▶ Task data:
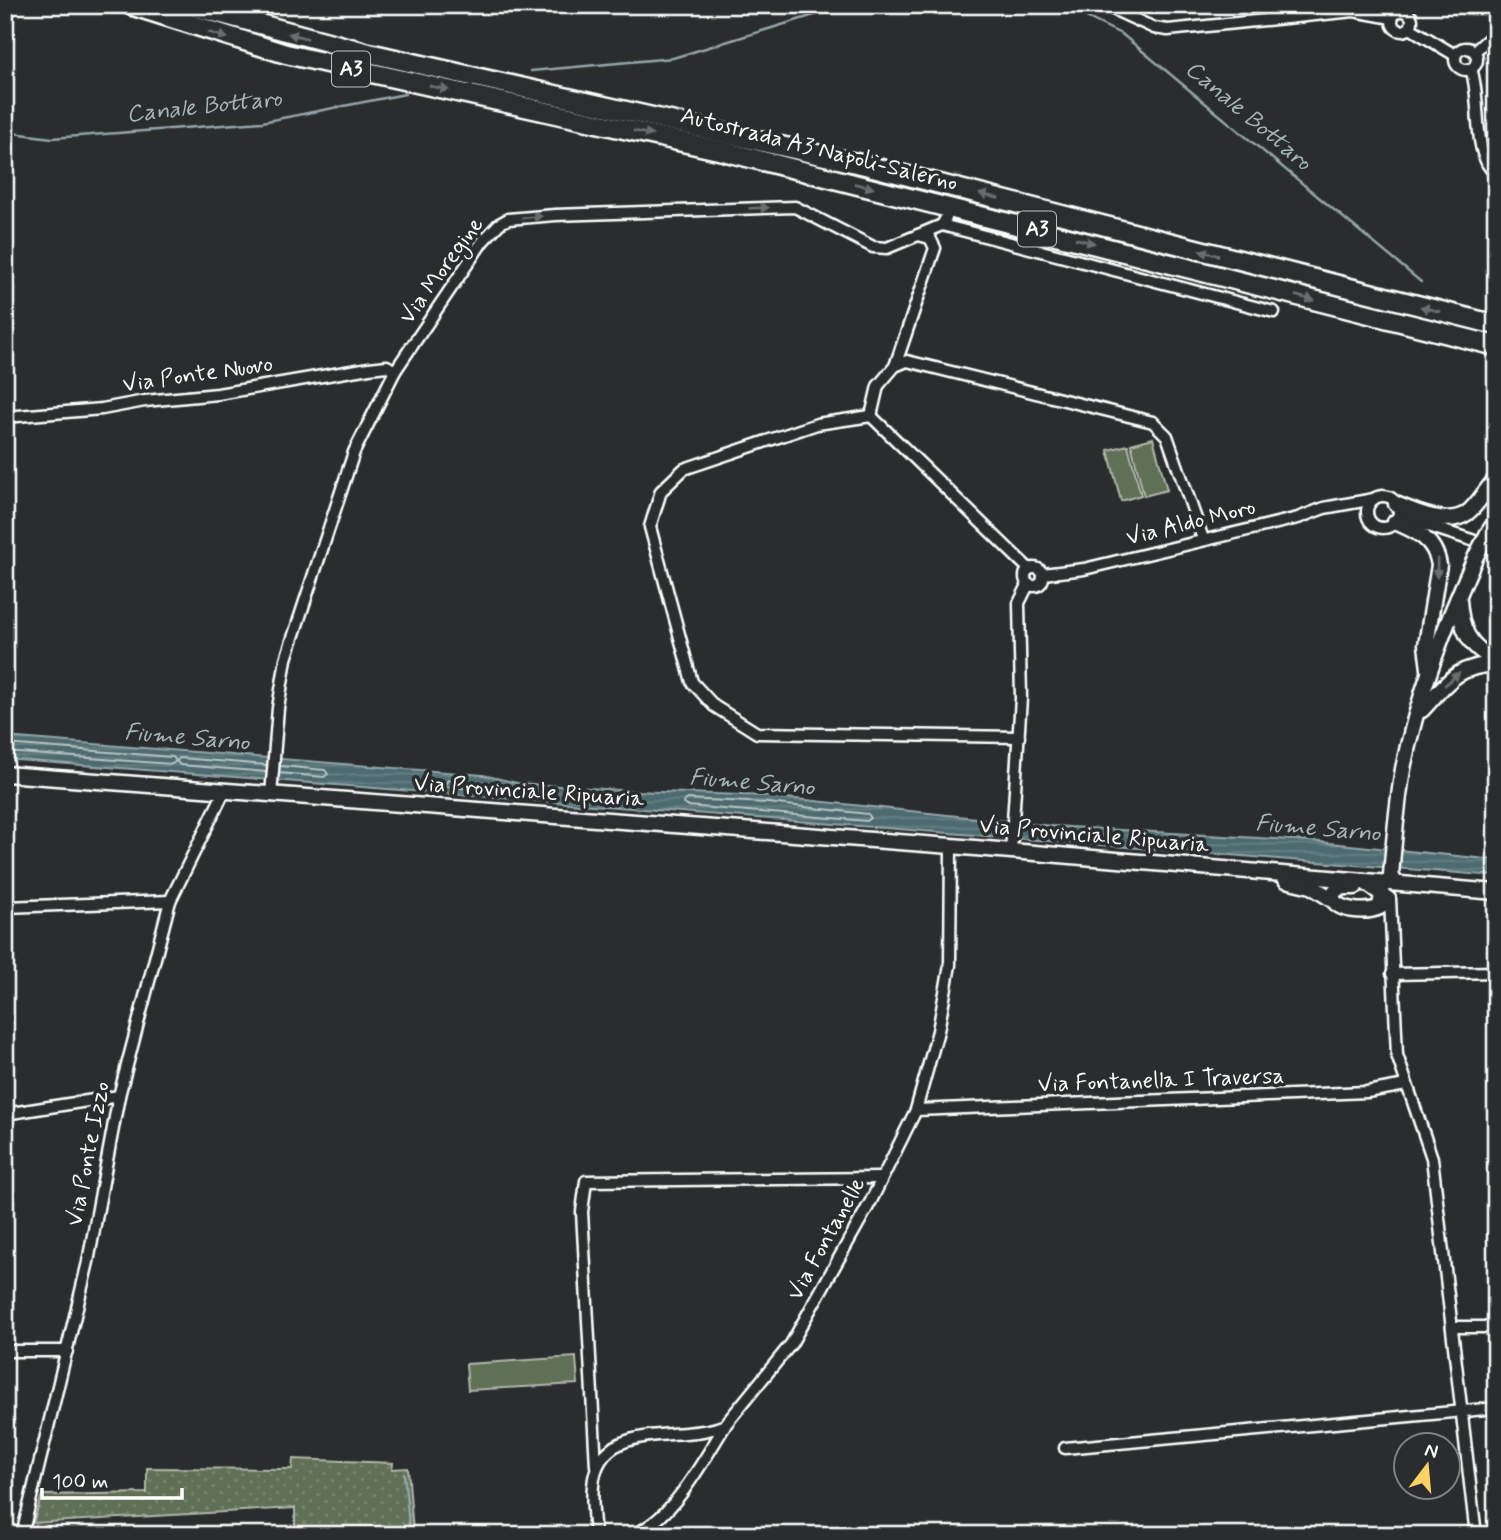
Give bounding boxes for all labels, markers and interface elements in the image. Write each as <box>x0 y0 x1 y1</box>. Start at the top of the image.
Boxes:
one-way arrow <box>207 30 229 41</box>
one-way arrow <box>287 30 309 41</box>
road number: A3 <box>332 52 370 86</box>
water label: Canale Bottaro <box>1178 54 1318 179</box>
one-way arrow <box>428 82 450 93</box>
water label: Canale Bottaro <box>125 83 284 131</box>
street label: Autostrada A3 Napoli-Salerno <box>677 101 961 199</box>
one-way arrow <box>632 127 654 138</box>
one-way arrow <box>853 180 875 191</box>
one-way arrow <box>978 190 1000 201</box>
one-way arrow <box>749 203 771 214</box>
street label: Via Moregine <box>393 211 493 332</box>
one-way arrow <box>521 211 543 222</box>
road number: A3 <box>1018 212 1056 246</box>
one-way arrow <box>1074 236 1096 247</box>
one-way arrow <box>1198 247 1219 257</box>
one-way arrow <box>1294 293 1316 304</box>
one-way arrow <box>1418 303 1440 314</box>
street label: Via Ponte Nuovo <box>121 350 275 400</box>
street label: Via Aldo Moro <box>1123 492 1259 554</box>
one-way arrow <box>1431 557 1443 579</box>
one-way arrow <box>1443 671 1461 687</box>
water label: Fiume Sarno <box>123 717 252 759</box>
water label: Fiume Sarno <box>688 762 817 804</box>
street label: Via Provinciale Ripuaria <box>413 769 645 815</box>
water label: Fiume Sarno <box>1254 808 1383 850</box>
street label: Via Provinciale Ripuaria <box>978 811 1210 861</box>
street label: Via Fontanella I Traversa <box>1037 1062 1285 1100</box>
street label: Via Ponte Izzo <box>60 1079 118 1229</box>
street label: Via Fontanelle <box>781 1172 873 1306</box>
north arrow <box>1392 1432 1462 1502</box>
text: N <box>1422 1437 1441 1465</box>
scale bar <box>42 1456 182 1500</box>
text: 100 m <box>52 1468 108 1496</box>

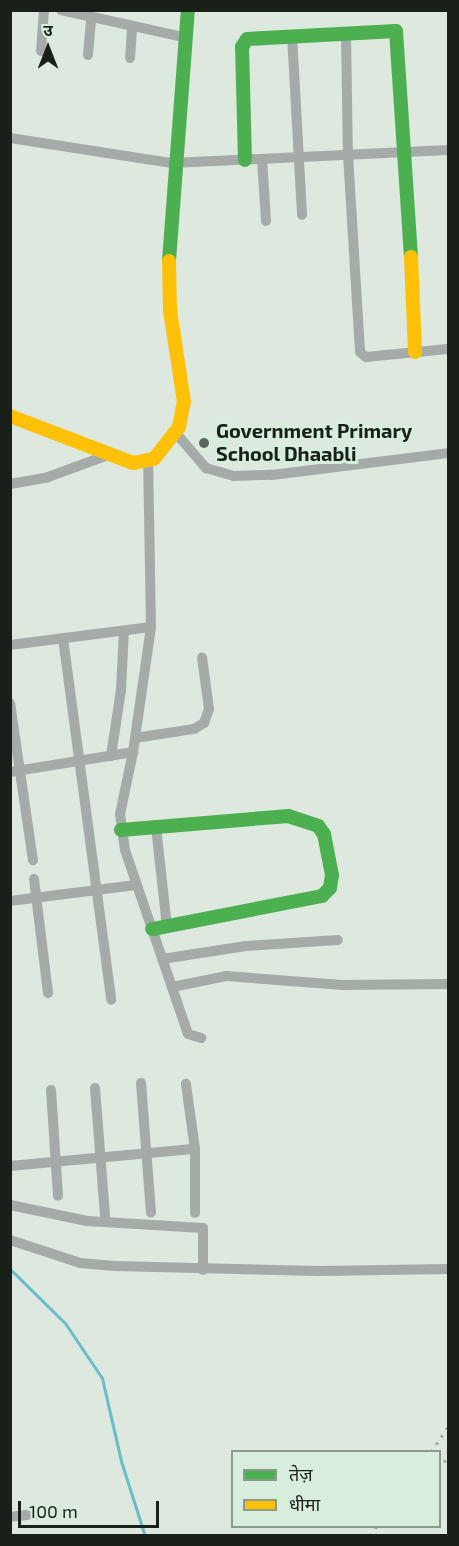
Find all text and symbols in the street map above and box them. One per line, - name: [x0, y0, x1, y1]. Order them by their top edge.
- north arrow: [18, 18, 78, 78]
- text: उ: [43, 20, 53, 39]
- place label: Government Primary School Dhaabli: [216, 419, 412, 466]
- marker: Government Primary School Dhaabli: [197, 436, 211, 450]
- legend: [231, 1450, 441, 1528]
- text: तेज़: [289, 1463, 313, 1485]
- scale bar: [21, 1489, 162, 1527]
- text: धीमा: [289, 1493, 320, 1515]
- text: 100 m: [29, 1500, 78, 1522]

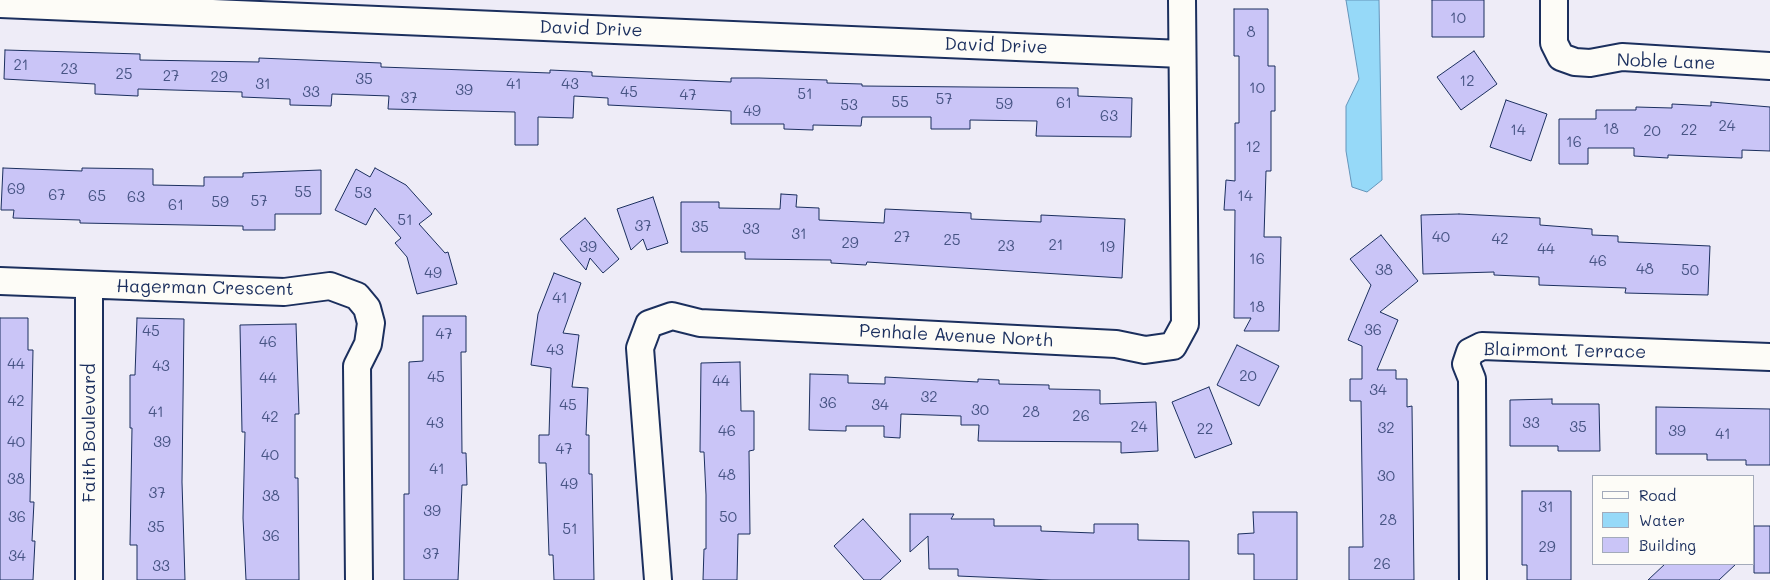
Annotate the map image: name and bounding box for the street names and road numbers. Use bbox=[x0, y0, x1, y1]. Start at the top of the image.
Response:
street label: David Drive bbox=[539, 16, 643, 42]
street label: David Drive bbox=[944, 33, 1048, 59]
street label: Noble Lane bbox=[1616, 49, 1716, 75]
street label: Hagerman Crescent bbox=[116, 276, 294, 300]
street label: Penhale Avenue North bbox=[859, 320, 1053, 352]
street label: Blairmont Terrace bbox=[1484, 339, 1646, 363]
street label: Faith Boulevard bbox=[78, 363, 100, 503]

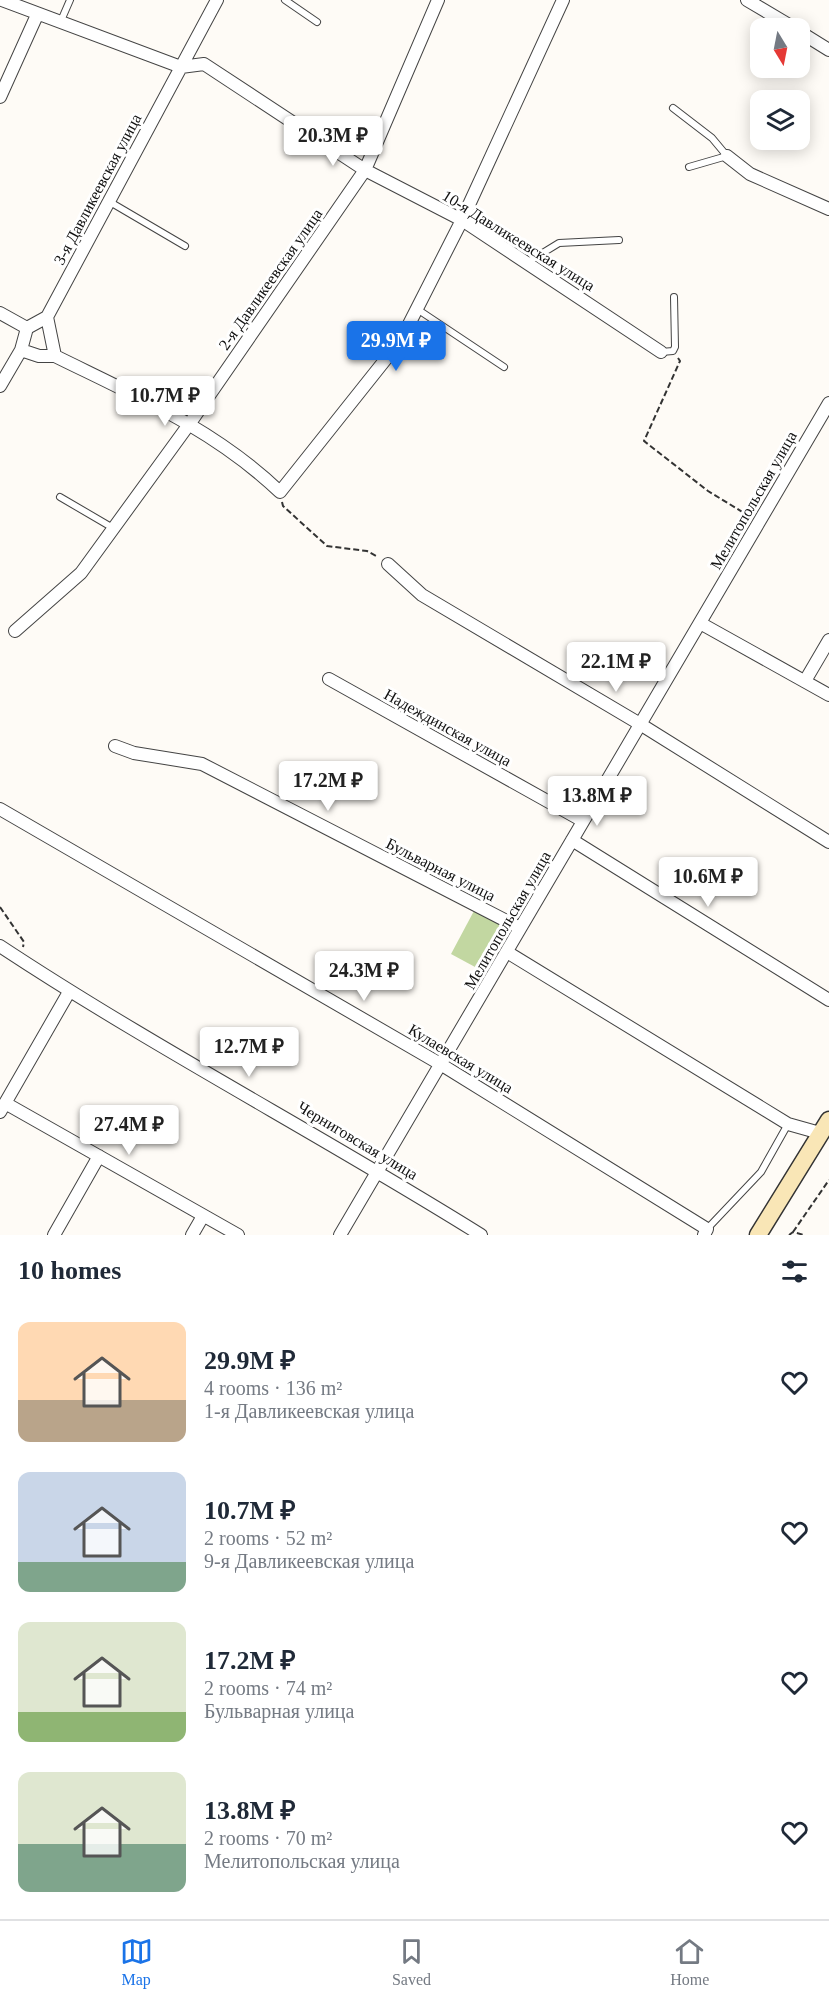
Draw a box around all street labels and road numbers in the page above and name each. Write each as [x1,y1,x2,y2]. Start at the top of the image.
street label: 3-я Давликеевская улица [50,111,145,268]
street label: 10-я Давликеевская улица [439,187,598,295]
street label: 2-я Давликеевская улица [215,206,326,354]
street label: Мелитопольская улица [707,428,801,573]
street label: Надеждинская улица [381,685,514,770]
street label: Бульварная улица [383,835,498,905]
street label: Мелитопольская улица [461,848,555,993]
street label: Кулаевская улица [405,1020,516,1097]
street label: Черниговская улица [294,1098,421,1184]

▶ Exercise description: Please repeat the entries above exactly, leaving out any pictures.

▶ Output for this exercise:
Give bounding boxes for all labels, markers and interface elements in the image. Write each as <box>x0 y0 x1 y1</box>. Start at the top of the image.
Boxes:
one-way arrow <box>207 30 229 41</box>
one-way arrow <box>287 30 309 41</box>
road number: A3 <box>332 52 370 86</box>
water label: Canale Bottaro <box>1178 54 1318 179</box>
one-way arrow <box>428 82 450 93</box>
water label: Canale Bottaro <box>125 83 284 131</box>
street label: Autostrada A3 Napoli-Salerno <box>677 101 961 199</box>
one-way arrow <box>632 127 654 138</box>
one-way arrow <box>853 180 875 191</box>
one-way arrow <box>978 190 1000 201</box>
one-way arrow <box>749 203 771 214</box>
street label: Via Moregine <box>393 211 493 332</box>
one-way arrow <box>521 211 543 222</box>
road number: A3 <box>1018 212 1056 246</box>
one-way arrow <box>1074 236 1096 247</box>
one-way arrow <box>1198 247 1219 257</box>
one-way arrow <box>1294 293 1316 304</box>
one-way arrow <box>1418 303 1440 314</box>
street label: Via Ponte Nuovo <box>121 350 275 400</box>
street label: Via Aldo Moro <box>1123 492 1259 554</box>
one-way arrow <box>1431 557 1443 579</box>
one-way arrow <box>1443 671 1461 687</box>
water label: Fiume Sarno <box>123 717 252 759</box>
water label: Fiume Sarno <box>688 762 817 804</box>
street label: Via Provinciale Ripuaria <box>413 769 645 815</box>
water label: Fiume Sarno <box>1254 808 1383 850</box>
street label: Via Provinciale Ripuaria <box>978 811 1210 861</box>
street label: Via Fontanella I Traversa <box>1037 1062 1285 1100</box>
street label: Via Ponte Izzo <box>60 1079 118 1229</box>
street label: Via Fontanelle <box>781 1172 873 1306</box>
north arrow <box>1392 1432 1462 1502</box>
text: N <box>1422 1437 1441 1465</box>
scale bar <box>42 1456 182 1500</box>
text: 100 m <box>52 1468 108 1496</box>

Find all text and symbols in the street map above and box them. One per line, - name: [x0, y0, x1, y1]. Order them by their top edge.
- north arrow: [18, 18, 78, 78]
- text: उ: [43, 20, 53, 39]
- place label: Government Primary School Dhaabli: [216, 419, 412, 466]
- marker: Government Primary School Dhaabli: [197, 436, 211, 450]
- legend: [231, 1450, 441, 1528]
- text: तेज़: [289, 1463, 313, 1485]
- scale bar: [21, 1489, 162, 1527]
- text: धीमा: [289, 1493, 320, 1515]
- text: 100 m: [29, 1500, 78, 1522]

Annotate the map image: name and bounding box for the street names and road numbers. Use bbox=[x0, y0, x1, y1]. Start at the top of the image.
Response:
street label: David Drive bbox=[539, 16, 643, 42]
street label: David Drive bbox=[944, 33, 1048, 59]
street label: Noble Lane bbox=[1616, 49, 1716, 75]
street label: Hagerman Crescent bbox=[116, 276, 294, 300]
street label: Penhale Avenue North bbox=[859, 320, 1053, 352]
street label: Blairmont Terrace bbox=[1484, 339, 1646, 363]
street label: Faith Boulevard bbox=[78, 363, 100, 503]

Draw a box around all street labels and road numbers in the page above and name each. Write each as [x1,y1,x2,y2]. Start at the top of the image.
street label: 3-я Давликеевская улица [50,111,145,268]
street label: 10-я Давликеевская улица [439,187,598,295]
street label: 2-я Давликеевская улица [215,206,326,354]
street label: Мелитопольская улица [707,428,801,573]
street label: Надеждинская улица [381,685,514,770]
street label: Бульварная улица [383,835,498,905]
street label: Мелитопольская улица [461,848,555,993]
street label: Кулаевская улица [405,1020,516,1097]
street label: Черниговская улица [294,1098,421,1184]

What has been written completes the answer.